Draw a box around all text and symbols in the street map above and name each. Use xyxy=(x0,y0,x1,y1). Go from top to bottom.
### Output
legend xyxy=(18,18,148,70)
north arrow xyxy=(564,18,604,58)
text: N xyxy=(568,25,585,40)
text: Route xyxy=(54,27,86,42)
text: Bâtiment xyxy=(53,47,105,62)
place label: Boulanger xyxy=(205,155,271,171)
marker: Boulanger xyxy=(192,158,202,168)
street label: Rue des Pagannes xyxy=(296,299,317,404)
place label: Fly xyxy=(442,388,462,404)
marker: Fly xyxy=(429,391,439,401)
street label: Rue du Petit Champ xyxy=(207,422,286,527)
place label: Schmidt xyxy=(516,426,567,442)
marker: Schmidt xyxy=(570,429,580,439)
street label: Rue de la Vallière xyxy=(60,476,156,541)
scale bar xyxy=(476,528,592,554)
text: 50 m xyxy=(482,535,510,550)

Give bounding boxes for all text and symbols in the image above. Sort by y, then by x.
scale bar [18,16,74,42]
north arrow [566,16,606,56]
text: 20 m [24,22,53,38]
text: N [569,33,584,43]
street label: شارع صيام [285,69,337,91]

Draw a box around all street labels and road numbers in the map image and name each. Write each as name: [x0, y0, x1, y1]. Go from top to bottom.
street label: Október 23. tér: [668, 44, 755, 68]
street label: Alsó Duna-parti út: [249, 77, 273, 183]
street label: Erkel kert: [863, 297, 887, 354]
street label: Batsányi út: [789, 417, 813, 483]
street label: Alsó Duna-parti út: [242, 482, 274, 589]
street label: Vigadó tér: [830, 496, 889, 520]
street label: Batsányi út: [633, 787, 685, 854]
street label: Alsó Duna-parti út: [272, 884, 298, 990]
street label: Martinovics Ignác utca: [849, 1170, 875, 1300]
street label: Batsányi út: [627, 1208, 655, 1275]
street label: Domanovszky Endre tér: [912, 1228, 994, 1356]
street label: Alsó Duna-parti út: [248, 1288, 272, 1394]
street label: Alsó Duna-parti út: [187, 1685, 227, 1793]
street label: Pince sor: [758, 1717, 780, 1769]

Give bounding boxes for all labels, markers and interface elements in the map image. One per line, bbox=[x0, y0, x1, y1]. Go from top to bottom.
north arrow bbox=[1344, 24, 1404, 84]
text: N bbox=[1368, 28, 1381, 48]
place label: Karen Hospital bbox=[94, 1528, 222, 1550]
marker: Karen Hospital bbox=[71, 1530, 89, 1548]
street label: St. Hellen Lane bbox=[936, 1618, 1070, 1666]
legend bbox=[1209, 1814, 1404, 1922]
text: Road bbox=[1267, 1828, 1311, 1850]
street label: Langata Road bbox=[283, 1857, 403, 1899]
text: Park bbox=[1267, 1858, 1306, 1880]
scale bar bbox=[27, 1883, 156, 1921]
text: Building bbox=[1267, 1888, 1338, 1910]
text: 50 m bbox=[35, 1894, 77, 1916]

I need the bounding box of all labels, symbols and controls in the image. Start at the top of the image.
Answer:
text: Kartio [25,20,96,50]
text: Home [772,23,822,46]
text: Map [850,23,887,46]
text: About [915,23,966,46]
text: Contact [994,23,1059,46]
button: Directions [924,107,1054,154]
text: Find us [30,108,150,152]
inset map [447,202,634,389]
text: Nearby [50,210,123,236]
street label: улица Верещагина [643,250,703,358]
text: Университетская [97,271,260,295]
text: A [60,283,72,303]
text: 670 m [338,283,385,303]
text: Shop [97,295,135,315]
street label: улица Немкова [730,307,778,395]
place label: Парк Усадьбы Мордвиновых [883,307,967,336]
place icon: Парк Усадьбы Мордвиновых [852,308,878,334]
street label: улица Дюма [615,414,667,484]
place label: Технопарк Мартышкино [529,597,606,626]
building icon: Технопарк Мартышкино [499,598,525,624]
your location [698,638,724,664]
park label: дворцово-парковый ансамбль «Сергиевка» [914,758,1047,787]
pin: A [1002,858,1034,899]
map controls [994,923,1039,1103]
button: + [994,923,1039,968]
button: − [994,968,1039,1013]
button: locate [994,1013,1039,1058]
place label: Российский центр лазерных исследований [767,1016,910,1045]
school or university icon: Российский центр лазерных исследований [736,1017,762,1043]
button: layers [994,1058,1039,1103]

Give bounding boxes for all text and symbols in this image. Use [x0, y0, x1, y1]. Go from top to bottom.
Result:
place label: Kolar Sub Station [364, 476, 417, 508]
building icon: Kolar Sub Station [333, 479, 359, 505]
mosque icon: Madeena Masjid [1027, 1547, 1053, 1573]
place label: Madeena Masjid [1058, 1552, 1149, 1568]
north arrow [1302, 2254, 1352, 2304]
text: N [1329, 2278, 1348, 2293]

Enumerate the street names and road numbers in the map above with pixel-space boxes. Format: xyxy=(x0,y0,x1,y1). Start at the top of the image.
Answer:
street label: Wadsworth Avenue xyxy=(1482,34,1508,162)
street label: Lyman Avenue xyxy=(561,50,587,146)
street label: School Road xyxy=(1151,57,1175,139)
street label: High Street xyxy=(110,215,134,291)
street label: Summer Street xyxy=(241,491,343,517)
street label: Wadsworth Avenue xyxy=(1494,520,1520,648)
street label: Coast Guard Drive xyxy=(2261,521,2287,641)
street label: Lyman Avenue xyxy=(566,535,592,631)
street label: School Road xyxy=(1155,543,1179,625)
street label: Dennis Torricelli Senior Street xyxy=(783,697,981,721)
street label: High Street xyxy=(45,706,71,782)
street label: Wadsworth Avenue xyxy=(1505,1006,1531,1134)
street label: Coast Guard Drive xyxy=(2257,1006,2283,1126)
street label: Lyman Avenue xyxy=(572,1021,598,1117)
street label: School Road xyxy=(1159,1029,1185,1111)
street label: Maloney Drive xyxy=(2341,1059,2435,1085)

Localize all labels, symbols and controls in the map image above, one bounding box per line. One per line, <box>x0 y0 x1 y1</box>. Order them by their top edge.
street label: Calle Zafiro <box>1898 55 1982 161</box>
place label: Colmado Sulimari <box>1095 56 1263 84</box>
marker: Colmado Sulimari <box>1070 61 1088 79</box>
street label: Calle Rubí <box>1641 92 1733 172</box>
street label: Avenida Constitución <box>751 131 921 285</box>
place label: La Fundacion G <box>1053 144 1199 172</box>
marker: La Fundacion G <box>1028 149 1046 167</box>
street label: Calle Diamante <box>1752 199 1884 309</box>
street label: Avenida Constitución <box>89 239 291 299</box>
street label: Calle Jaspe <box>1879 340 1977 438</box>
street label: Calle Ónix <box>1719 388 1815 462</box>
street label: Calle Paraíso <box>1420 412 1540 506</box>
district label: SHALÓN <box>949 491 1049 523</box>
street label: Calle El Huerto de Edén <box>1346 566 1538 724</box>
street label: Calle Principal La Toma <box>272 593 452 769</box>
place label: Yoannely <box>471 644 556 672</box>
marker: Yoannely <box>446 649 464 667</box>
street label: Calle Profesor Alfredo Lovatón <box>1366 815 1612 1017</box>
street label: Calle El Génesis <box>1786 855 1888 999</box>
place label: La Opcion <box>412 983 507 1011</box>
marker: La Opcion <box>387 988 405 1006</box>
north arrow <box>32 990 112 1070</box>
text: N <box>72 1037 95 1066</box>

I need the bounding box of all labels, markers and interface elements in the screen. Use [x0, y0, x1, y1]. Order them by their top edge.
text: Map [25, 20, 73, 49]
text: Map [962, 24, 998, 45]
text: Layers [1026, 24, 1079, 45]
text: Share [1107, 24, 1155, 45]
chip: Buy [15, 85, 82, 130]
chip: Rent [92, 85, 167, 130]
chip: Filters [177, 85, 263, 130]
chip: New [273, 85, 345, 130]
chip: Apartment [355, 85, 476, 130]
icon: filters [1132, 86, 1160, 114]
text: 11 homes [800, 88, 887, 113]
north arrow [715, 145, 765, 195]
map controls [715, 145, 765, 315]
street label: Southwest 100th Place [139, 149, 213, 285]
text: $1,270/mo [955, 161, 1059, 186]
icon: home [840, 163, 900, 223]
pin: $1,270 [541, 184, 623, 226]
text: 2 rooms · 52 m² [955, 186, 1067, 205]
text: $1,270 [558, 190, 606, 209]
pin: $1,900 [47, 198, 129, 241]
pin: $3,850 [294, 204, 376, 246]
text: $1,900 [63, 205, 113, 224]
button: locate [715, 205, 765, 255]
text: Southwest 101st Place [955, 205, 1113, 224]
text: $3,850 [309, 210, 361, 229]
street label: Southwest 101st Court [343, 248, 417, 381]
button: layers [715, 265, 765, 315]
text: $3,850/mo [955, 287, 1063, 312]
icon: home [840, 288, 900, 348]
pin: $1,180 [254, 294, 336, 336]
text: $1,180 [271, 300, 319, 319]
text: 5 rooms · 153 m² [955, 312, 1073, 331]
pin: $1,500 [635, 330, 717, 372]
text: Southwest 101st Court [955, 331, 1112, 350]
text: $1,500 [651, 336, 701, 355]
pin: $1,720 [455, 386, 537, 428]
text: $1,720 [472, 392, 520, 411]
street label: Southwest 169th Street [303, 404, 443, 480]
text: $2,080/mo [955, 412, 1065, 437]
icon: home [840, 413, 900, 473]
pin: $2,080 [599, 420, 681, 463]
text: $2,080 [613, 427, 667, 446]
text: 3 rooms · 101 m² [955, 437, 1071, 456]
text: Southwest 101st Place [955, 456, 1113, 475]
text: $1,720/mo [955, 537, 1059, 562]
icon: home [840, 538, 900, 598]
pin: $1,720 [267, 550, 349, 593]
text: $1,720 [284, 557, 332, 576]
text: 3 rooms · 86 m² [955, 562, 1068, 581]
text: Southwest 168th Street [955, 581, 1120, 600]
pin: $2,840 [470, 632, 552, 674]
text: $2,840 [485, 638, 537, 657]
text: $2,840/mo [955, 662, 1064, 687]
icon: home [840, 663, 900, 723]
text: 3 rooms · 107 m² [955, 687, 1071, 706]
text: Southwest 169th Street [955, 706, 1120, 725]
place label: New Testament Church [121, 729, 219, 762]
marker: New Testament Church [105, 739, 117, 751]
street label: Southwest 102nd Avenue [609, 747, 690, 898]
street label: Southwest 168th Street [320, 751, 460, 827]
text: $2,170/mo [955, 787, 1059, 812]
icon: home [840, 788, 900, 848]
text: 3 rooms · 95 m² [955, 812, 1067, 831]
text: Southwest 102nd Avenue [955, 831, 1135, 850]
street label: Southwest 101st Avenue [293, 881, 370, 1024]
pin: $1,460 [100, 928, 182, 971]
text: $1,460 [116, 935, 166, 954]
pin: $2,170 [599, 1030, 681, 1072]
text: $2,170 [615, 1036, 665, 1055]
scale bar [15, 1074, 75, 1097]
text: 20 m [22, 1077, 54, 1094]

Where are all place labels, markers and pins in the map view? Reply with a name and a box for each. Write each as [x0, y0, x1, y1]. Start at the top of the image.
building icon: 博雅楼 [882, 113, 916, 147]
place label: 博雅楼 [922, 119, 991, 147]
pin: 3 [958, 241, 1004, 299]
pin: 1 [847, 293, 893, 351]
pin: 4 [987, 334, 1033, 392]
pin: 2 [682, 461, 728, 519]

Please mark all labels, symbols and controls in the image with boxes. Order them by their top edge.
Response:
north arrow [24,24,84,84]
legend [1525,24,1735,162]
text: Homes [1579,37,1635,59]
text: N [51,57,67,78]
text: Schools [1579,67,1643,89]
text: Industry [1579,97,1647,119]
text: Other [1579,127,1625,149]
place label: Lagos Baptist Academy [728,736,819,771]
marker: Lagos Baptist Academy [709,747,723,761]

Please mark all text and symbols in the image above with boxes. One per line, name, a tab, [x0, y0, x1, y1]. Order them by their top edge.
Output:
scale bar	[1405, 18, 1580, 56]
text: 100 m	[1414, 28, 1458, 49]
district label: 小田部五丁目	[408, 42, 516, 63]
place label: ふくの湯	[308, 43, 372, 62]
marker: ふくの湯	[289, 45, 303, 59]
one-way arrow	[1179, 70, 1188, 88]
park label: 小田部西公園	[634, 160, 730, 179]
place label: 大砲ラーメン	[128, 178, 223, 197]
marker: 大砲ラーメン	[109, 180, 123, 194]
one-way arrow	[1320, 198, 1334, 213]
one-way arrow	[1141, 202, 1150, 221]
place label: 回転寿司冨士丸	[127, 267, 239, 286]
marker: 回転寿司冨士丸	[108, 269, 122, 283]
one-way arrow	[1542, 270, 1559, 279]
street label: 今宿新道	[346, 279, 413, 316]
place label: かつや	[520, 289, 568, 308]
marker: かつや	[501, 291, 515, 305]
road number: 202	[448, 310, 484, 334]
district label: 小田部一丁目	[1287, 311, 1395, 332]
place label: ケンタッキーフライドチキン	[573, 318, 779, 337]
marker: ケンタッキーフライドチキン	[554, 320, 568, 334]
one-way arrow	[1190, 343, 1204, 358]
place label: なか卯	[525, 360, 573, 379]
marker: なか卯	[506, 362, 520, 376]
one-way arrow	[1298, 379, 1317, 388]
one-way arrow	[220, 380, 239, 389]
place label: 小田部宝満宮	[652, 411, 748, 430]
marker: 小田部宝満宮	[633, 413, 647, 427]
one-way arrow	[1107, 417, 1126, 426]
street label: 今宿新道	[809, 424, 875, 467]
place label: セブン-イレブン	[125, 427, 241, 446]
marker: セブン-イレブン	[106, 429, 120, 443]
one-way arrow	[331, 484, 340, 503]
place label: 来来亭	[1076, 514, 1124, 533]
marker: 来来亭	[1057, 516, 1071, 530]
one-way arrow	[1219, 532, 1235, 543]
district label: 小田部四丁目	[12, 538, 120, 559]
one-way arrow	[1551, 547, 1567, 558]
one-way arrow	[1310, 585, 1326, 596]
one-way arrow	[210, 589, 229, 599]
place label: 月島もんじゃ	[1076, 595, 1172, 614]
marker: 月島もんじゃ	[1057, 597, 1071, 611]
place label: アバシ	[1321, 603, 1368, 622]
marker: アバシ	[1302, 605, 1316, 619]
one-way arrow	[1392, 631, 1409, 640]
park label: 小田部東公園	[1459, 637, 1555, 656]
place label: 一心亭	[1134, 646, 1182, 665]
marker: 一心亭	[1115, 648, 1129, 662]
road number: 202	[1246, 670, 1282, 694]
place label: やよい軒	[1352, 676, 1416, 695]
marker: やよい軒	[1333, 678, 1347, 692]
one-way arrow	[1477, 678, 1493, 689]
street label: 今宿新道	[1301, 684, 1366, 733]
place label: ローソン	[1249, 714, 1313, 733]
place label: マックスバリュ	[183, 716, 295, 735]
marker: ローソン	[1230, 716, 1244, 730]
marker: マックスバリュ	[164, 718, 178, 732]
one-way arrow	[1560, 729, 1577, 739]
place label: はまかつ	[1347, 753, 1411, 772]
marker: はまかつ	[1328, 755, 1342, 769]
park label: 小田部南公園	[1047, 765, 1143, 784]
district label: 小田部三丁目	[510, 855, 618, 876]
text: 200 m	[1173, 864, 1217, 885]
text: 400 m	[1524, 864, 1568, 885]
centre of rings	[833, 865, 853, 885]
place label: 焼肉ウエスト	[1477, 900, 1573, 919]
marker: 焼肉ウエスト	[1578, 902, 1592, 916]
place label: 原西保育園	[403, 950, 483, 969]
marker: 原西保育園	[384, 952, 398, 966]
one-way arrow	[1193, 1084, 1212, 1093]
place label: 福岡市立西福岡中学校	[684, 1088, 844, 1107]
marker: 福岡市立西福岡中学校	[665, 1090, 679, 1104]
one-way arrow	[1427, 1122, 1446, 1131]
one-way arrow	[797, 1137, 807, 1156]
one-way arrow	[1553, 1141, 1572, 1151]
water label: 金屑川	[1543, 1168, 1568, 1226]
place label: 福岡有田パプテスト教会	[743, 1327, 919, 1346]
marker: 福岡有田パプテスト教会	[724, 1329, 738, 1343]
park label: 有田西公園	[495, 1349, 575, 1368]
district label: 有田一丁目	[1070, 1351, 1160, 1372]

===============

▶ [EXERCISE BRIEF]
In the listing above, find each line with the word "大砲ラーメン" and copy it out.

▶ [COMPLETED TASK]
place label: 大砲ラーメン	[128, 178, 223, 197]
marker: 大砲ラーメン	[109, 180, 123, 194]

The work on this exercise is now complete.